ASSIGNMENT →
Copy the records below word for word, leaving out nothing.
———
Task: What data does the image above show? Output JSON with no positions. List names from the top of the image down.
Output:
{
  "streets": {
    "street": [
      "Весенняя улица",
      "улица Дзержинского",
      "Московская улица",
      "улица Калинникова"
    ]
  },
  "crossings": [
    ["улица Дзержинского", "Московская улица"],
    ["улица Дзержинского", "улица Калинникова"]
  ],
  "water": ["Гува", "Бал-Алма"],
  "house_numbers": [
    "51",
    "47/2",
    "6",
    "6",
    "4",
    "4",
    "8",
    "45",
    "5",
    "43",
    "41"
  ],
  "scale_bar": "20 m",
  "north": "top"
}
———
YOUR RESPONSE →
Task: What data does the image above show? Output JSON with no positions. List names from the top of the image down.
Output:
{
  "streets": {
    "street": [
      "Весенняя улица",
      "улица Дзержинского",
      "Московская улица",
      "улица Калинникова"
    ]
  },
  "crossings": [
    ["улица Дзержинского", "Московская улица"],
    ["улица Дзержинского", "улица Калинникова"]
  ],
  "water": ["Гува", "Бал-Алма"],
  "house_numbers": [
    "51",
    "47/2",
    "6",
    "6",
    "4",
    "4",
    "8",
    "45",
    "5",
    "43",
    "41"
  ],
  "scale_bar": "20 m",
  "north": "top"
}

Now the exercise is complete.